Damon Lindelof, co-créateur de la série avec Chris Mundy (« Ozark ») et le scénariste de comics Tom King, savait que le pari était risqué. « Ils ne nous laisseront jamais faire ça », a-t-il confié en évoquant la genèse du twist. L’idée n’était pourtant ni gratuite ni provocatrice. Lindelof compare la mécanique narrative à celle du film « Ghost » de Jerry Zucker, où Patrick Swayze disparaît dès le premier acte sans que le film cesse d’être une histoire d’amour. Un sort similaire frappe Hal Jordan dans le pilote plutôt qu’en finale de saison, choix qui relevait selon lui d’un impératif éthique autant que dramaturgique, pour éviter le piège du « clickbait exploitatif » et recentrer le récit sur John Stewart. Kyle Chandler, de son côté, a immédiatement embrassé le concept. « L’hameçon est là dès le départ, et on plonge dans le mystère », a déclaré l’acteur, qui continue d’apparaître à travers un « Halogramme », conscience de secours encodée dans l’anneau de pouvoir.
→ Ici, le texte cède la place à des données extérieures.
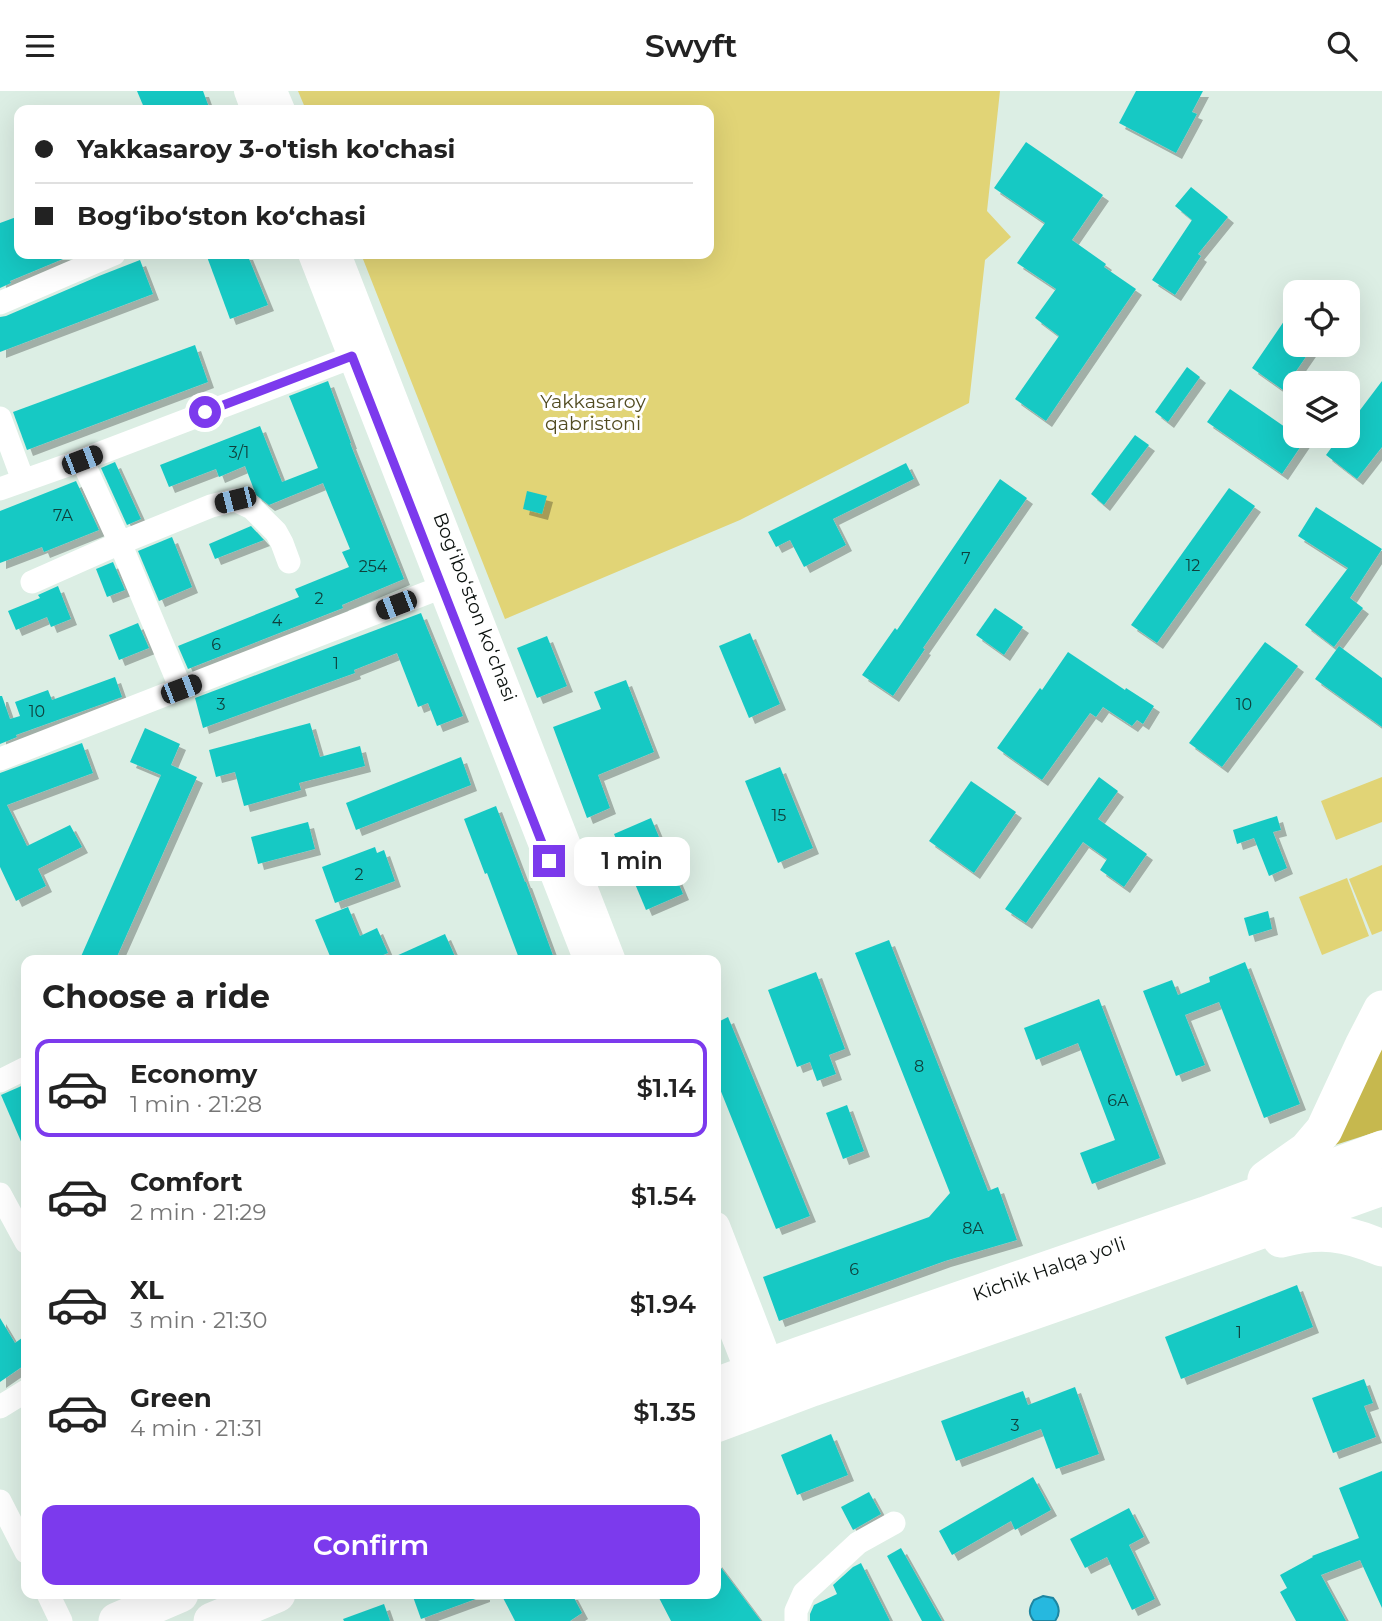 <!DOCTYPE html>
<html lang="en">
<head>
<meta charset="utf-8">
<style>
	:root { --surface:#fff; --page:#f2f2f2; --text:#222; --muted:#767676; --line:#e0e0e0; --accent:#7c3aed }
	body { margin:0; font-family:Montserrat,sans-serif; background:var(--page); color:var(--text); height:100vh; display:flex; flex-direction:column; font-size:26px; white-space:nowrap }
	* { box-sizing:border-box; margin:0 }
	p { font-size:23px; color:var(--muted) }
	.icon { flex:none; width:38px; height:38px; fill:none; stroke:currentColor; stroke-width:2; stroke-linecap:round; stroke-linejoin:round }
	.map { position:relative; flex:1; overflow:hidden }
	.side { position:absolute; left:21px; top:864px; width:700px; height:644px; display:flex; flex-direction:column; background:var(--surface); border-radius:14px; box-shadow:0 7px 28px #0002 }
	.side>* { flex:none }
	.hud { position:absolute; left:14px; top:14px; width:700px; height:154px; border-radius:14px; box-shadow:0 7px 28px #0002; display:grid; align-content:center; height:154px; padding:0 21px; background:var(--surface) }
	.buttons { position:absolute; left:1283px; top:189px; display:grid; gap:14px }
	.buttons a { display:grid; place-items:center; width:77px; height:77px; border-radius:14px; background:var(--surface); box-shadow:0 7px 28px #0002; font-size:35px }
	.end { position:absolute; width:32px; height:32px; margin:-16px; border:9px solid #7c3aed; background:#fff; box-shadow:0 0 0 4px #fff }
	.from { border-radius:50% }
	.bubble { position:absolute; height:49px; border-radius:14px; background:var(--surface); box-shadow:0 7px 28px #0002; font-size:23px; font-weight:600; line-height:49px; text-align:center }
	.car { position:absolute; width:21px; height:42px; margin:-21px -10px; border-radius:9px; box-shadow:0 0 5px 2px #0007; background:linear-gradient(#222 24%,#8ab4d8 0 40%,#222 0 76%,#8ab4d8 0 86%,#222 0) }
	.hud b { display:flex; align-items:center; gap:24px; height:66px; font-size:26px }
	.hud b+b { border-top:2px solid var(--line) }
	.hud i { width:18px; height:18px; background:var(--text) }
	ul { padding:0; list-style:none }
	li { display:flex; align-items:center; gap:21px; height:98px; margin:0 14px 10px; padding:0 7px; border:4px solid transparent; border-radius:14px }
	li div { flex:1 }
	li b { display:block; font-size:26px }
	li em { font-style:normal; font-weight:600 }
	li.active { border-color:var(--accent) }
	li>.icon { width:63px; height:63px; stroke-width:1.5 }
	h2 { padding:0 21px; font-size:32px; line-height:84px }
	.button { display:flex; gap:14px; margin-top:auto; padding:14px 21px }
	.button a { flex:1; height:80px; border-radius:14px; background:var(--accent); color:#fff; font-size:28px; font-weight:600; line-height:80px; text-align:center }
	header { display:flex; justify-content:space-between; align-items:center; height:91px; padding:0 21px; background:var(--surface); font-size:32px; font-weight:600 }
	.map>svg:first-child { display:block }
	.green { fill:#e1d476 }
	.forest { fill:#c6b84e }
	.water { fill:#26b8df; stroke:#1e86a1; stroke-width:2 }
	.building { fill:#19c9c4; filter:url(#shadow) }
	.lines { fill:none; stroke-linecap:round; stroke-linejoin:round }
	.minor { stroke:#fff; stroke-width:23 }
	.tertiary { stroke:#fff; stroke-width:28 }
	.trunk { stroke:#fff; stroke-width:37 }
	.route { stroke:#7c3aed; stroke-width:9 }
	.labels { text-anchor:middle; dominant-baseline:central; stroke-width:6; stroke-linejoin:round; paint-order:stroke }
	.number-label { font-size:16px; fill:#0f403c }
	.park-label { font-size:19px; fill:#524c21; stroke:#fff }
	.street-label { font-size:19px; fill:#0c120f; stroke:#fff }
</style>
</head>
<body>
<header><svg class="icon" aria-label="menu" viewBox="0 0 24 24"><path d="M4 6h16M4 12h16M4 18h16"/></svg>Swyft<svg class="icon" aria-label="search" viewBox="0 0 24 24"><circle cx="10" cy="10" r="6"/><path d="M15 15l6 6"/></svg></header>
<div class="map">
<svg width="1382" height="1530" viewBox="0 0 1382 1530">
	<defs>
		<filter id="shadow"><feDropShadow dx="6" dy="6" stdDeviation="0" flood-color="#0004"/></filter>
	</defs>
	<rect width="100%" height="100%" fill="#dceee4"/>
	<g class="green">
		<path d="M298 0H1000L987 120 1011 146 985 169 969 312 740 429 505 528 361 163H709V19H306Z"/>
		<path d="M1382 686V731L1336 749 1321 710Z"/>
		<path d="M1382 774V840L1372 844 1349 788Z"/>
		<path d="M1347 787 1369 845 1322 864 1299 806Z"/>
	</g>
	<path class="forest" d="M1382 943V1039L1335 1054 1378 952Z"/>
	<path class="water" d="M1043 1505 1053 1507C1060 1515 1061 1522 1055 1530H1034C1028 1523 1029 1517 1034 1509Z"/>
	<g class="building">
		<path d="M137 0H203L210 19H145Z"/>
		<path d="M1136 0H1203L1192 21 1197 23 1176 62 1119 32Z"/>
		<path d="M1026 51 1103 104 1072 149 1106 173 1104 176 1136 198 1046 330 1015 308 1059 245 1035 227 1056 198 1017 172 1045 132 994 97Z"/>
		<path d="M1191 96 1228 126 1198 163 1201 165 1175 204 1152 189 1192 129 1175 115Z"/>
		<path d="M19 125V163H75L10 190 11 192 0 197V132Z"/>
		<path d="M206 163H247L268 214 230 228Z"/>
		<path d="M140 169 153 203 0 261V226L6 225 99 185Z"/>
		<path d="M1295 214V254H1314L1283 299 1252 277Z"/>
		<path d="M195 254 208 291 27 359 13 321Z"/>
		<path d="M1187 276 1200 286 1168 331 1155 321Z"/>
		<path d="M328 290 351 352H350L404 488 342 514 343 517 188 578 178 555 299 506 295 498 349 476 342 461 350 458 323 392 269 414 256 404 245 375 219 386 216 378 169 396 160 374 260 335 282 391 318 377 289 305Z"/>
		<path d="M1382 290V356L1357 388 1326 364 1340 345H1348V335Z"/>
		<path d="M1230 298 1295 343V345H1298L1305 349 1282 383 1207 331Z"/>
		<path d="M1135 344 1149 354 1104 414 1091 403Z"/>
		<path d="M115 371 141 428 127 434 101 377Z"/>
		<path d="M906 372 914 388 833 428 846 454 804 476 790 449 776 456 768 441Z"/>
		<path d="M1000 388 1027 407 923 557 925 558 893 605 862 584 895 537 897 539Z"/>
		<path d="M76 390 99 439 44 461 42 456 0 472V420Z"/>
		<path d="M1229 397 1255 415 1157 552 1131 534Z"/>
		<path d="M527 400 547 405 542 423 523 418Z"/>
		<path d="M1316 416 1382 458 1350 507 1363 517 1334 556 1305 534 1348 477 1298 445Z"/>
		<path d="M251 435 264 449 215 468 209 453Z"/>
		<path d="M172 446 192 496 159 510 138 460Z"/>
		<path d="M113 471 125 499 107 506 96 478Z"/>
		<path d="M58 495 71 528 51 536 47 526 16 539 8 520 40 507 38 504Z"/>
		<path d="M995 517 1023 536 1004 564 976 544Z"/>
		<path d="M421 522 463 625 437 635 428 612 418 616 397 562 354 579 355 582 203 637 195 607Z"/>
		<path d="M138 532 149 557 119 569 109 544Z"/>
		<path d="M750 542 780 613 749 627 719 555Z"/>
		<path d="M547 545 567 595 537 607 517 557Z"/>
		<path d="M1265 551 1298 575 1222 676 1189 652Z"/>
		<path d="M1339 555 1382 587V636L1315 588Z"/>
		<path d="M1068 561 1125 599 1126 597 1154 615 1143 633 1137 629 1132 635 1103 616 1096 626 1090 622 1042 689 997 657 1040 597 1042 599Z"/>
		<path d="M115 586 122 606 16 644 17 646 0 653V605H2L10 628 20 625 15 611 48 599 52 609Z"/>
		<path d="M626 589 654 661 598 684 610 717 587 727 553 636 601 618 594 601Z"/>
		<path d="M310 632 320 666 360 655 365 675 299 692 301 699 244 715 235 681 216 686 209 659Z"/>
		<path d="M145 637 180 653 171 674 197 686 115 870H79L161 684 130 671Z"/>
		<path d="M82 652 93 682 7 714 27 755 70 734 82 756 38 778 46 795 16 810 0 776V682Z"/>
		<path d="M461 666 471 694 356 739 346 712Z"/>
		<path d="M780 676 813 757 778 772 745 690Z"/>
		<path d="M1099 686 1118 700 1098 728 1147 763 1124 796 1100 779 1107 768 1083 751 1026 832 1005 818Z"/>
		<path d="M971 690 1016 721 974 782 929 750Z"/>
		<path d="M496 715 525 791H526L555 870H520L487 782 485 783 464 728Z"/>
		<path d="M1277 725 1281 739 1273 741 1287 777 1269 785 1254 747 1237 753 1233 739Z"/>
		<path d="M651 727 683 803 646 819 614 743Z"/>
		<path d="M308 731 315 758 258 773 251 746Z"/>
		<path d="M375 756 377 762 384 759 395 790 335 812 322 776Z"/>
		<path d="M348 816 360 845 377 837 388 862 369 870H332L315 829Z"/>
		<path d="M1268 820 1272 838 1249 845 1244 827Z"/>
		<path d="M445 843 457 870H385Z"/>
		<path d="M889 849 988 1100 998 1096 1017 1149 945 1170 779 1230 763 1186 929 1126 950 1102 855 862Z"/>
		<path d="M1245 871 1300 1013 1264 1027 1219 911 1185 924 1205 974 1176 985 1143 900 1172 889 1178 904 1210 891 1209 886Z"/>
		<path d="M816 881 845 958 829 964 836 983 817 990 810 971 797 976 768 899Z"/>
		<path d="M1099 908 1160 1067 1092 1093 1080 1062 1115 1049 1078 952 1036 969 1024 937Z"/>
		<path d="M728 926 810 1125 776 1138 716 988V932Z"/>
		<path d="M26 993V1062L1 1004Z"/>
		<path d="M847 1014 864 1060 843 1068 826 1022Z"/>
		<path d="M1297 1194 1313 1236 1181 1288 1165 1246Z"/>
		<path d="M0 1227 15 1252 26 1244V1273L0 1291Z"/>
		<path d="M1364 1288 1373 1312 1364 1315 1376 1346 1333 1362 1312 1307Z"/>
		<path d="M1075 1296 1099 1363 1056 1378 1041 1338 956 1370 941 1330 1023 1300 1028 1314Z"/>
		<path d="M831 1343 848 1384 797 1404 781 1364Z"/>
		<path d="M1382 1380V1517L1360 1469 1321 1484 1346 1530H1296L1280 1501 1287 1497 1280 1484 1313 1466 1312 1465 1359 1447 1339 1397Z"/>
		<path d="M1033 1386 1051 1419 1015 1439 1011 1430 952 1464 939 1440Z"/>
		<path d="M869 1401 881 1423 853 1439 841 1416Z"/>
		<path d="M1129 1417 1144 1446 1129 1454 1155 1508 1132 1519 1107 1466 1085 1477 1070 1448Z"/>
		<path d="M901 1457 942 1530H922L887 1465Z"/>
		<path d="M716 1470 761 1530H671L657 1503H716Z"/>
		<path d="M861 1472 890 1530H810V1523L814 1514 837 1503 833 1494 853 1476Z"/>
		<path d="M412 1503H484V1505L421 1528Z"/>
		<path d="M501 1503H572L582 1522 570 1530H515Z"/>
		<path d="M384 1513 390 1530H344L343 1528Z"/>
	</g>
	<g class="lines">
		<g class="minor">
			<path d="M0 212 114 163"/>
			<path d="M0 327 23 389"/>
			<path d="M82 369 120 452 181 598"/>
			<path d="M0 398 82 369 368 260"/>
			<path d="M32 491 120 452 211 415 235 409 252 417 276 441 282 452 289 471"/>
			<path d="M0 668 442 496"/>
			<path d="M0 990 26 977"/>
			<path d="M0 1103 26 1151"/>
			<path d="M0 1316 26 1300"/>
			<path d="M0 1410 26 1461"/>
			<path d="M48 1503 61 1530"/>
			<path d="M796 1530V1520L804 1502 858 1452 894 1432"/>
		</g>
		<g class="tertiary">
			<path d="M248 0 255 19"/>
			<path d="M273 0 281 19"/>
			<path d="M312 163 588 870"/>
			<path d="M337 163 612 870"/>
			<path d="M716 1135 770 1275 772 1295"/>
			<path d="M716 1196 750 1283 762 1298"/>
		</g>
		<g class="trunk">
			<path d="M1266 1088 1307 1059 1324 1039 1363 955 1382 918"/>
			<path d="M1281 1148C1320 1138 1345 1141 1382 1157"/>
			<path d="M716 1295 800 1264 1205 1124 1382 1058"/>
			<path d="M716 1333 812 1297 1088 1201 1382 1096"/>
			<path d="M117 1530 180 1503"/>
			<path d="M212 1530 277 1503"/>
		</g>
	</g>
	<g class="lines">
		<path class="route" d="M205 321 352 265 549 770"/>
	</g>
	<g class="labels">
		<g class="number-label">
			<text x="239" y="361">3/1</text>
			<text x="63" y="424">7A</text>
			<text x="966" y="467">7</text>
			<text x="1193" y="474">12</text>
			<text x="373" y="475">254</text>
			<text x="319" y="507">2</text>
			<text x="277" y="529">4</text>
			<text x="216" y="553">6</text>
			<text x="336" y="572">1</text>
			<text x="221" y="613">3</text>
			<text x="1244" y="613">10</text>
			<text x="37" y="620">10</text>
			<text x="779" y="724">15</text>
			<text x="359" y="783">2</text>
			<text x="919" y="975">8</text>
			<text x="1118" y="1009">6A</text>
			<text x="973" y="1137">8A</text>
			<text x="854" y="1178">6</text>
			<text x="1239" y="1241">1</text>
			<text x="1015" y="1334">3</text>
		</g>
		<g class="park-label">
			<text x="593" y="310">Yakkasaroy<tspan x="593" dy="22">qabristoni</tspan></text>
		</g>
		<g class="street-label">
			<text transform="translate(475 516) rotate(69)">Bogʻiboʻston koʻchasi</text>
			<text transform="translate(1049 1178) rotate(-19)">Kichik Halqa yo'li</text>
		</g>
	</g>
</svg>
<div class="buttons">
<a><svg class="icon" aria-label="locate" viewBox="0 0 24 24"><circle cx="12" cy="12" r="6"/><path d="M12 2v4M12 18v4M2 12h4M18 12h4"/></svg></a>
<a><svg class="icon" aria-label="layers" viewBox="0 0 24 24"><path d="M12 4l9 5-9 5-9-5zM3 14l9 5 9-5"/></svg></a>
</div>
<i class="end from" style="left:205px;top:321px"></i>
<i class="end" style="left:549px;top:770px"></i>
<div class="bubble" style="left:574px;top:746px;width:116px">1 min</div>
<i class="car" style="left:82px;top:369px;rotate:69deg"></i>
<i class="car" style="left:235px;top:409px;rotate:256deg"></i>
<i class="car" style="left:396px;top:514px;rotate:249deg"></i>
<i class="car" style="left:181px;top:598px;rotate:69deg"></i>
<div class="hud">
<b><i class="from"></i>Yakkasaroy 3-o'tish ko'chasi</b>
<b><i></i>Bogʻiboʻston koʻchasi</b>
</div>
<section class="side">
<h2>Choose a ride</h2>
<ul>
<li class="active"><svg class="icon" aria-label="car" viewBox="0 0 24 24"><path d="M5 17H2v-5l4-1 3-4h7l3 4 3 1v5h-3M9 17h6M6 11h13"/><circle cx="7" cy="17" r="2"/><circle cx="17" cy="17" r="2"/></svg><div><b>Economy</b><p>1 min · 21:28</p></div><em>$1.14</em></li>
<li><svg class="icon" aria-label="car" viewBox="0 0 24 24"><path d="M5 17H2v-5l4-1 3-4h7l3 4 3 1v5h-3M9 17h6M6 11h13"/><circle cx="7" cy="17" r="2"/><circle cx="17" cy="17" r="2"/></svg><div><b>Comfort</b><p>2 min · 21:29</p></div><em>$1.54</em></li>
<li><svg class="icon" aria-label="car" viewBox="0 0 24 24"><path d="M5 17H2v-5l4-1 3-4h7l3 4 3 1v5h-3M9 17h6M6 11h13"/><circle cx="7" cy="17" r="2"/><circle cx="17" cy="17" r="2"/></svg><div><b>XL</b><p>3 min · 21:30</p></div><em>$1.94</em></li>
<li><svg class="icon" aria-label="car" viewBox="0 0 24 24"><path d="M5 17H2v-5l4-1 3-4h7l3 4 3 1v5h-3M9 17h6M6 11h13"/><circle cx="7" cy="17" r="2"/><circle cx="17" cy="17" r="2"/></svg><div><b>Green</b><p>4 min · 21:31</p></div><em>$1.35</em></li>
</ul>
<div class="button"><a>Confirm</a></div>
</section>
</div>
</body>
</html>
La critique américaine a très largement salué ce premier épisode et les suivants mis à disposition de la presse. Felipe Rangel de Screen Rant y voit « la meilleure série DC live-action pour beaucoup de spectateurs », tandis que Brian Tallerico, sur RogerEbert.com, la qualifie de « succès immédiatement addictif ». Nick Schager du Daily Beast résume le sentiment dominant avec une formule qui en dit long sur les attentes accumulées depuis le reboot du DCU par James Gunn et Peter Safran : « Après un démarrage chaotique, l’univers DC décroche enfin une victoire authentique. » La comparaison qui revient le plus souvent dans les papiers du week-end, « True Detective : Extraterrestrial », traduit bien le positionnement de la série, de loin l’entrée la plus terrestre, la plus sombre et la plus intimiste de cette jeune franchise.
L’ADN de « Lanterns » doit davantage à « The Penguin » et à « Fargo » qu’à n’importe quel blockbuster en cape. La série jure abondamment, ne recule devant ni la violence explicite ni la nudité, et adopte un ton funèbre que Tom King revendique sans ambiguïté. « Nous ne voulions pas créer un monde fait de fantaisie et de bonbons. Nous voulions un monde qui résonne avec nos vies individuelles », a expliqué le scénariste pour justifier la perte de Hal Jordan. Le casting secondaire renforce cette gravité, avec Garret Dillahunt en bienfaiteur local aux motivations troubles et Poorna Jagannathan dans le rôle de son épouse, tandis que Nathan Fillion (Guy Gardner, déjà aperçu dans « Superman ») plane en filigrane sur la chronologie du DCU, puisque son personnage hérite de l’anneau quelque part entre 2016 et le présent.
Tous les avis ne convergent pas avec la même ferveur. Erik Kain, dans Forbes, tempère l’enthousiasme général en pointant un pilote « un peu brouillon » qui « avait besoin d’éblouir et n’a pas ébloui », tout en reconnaissant la solidité du casting et l’intérêt du dispositif narratif. Kyle Chandler lui-même compare la structure feuilletonnée à « une partie d’échecs en trois dimensions », ce qui suppose un investissement du spectateur que le format de sept épisodes devra récompenser semaine après semaine, chaque dimanche à 21h (heure de la côte Est).
Le DCU de James Gunn tenait jusqu’ici sur les épaules d’un seul film ; il repose désormais aussi sur un cadavre dans un stade du Nebraska, et c’est peut-être la meilleure chose qui pouvait lui arriver.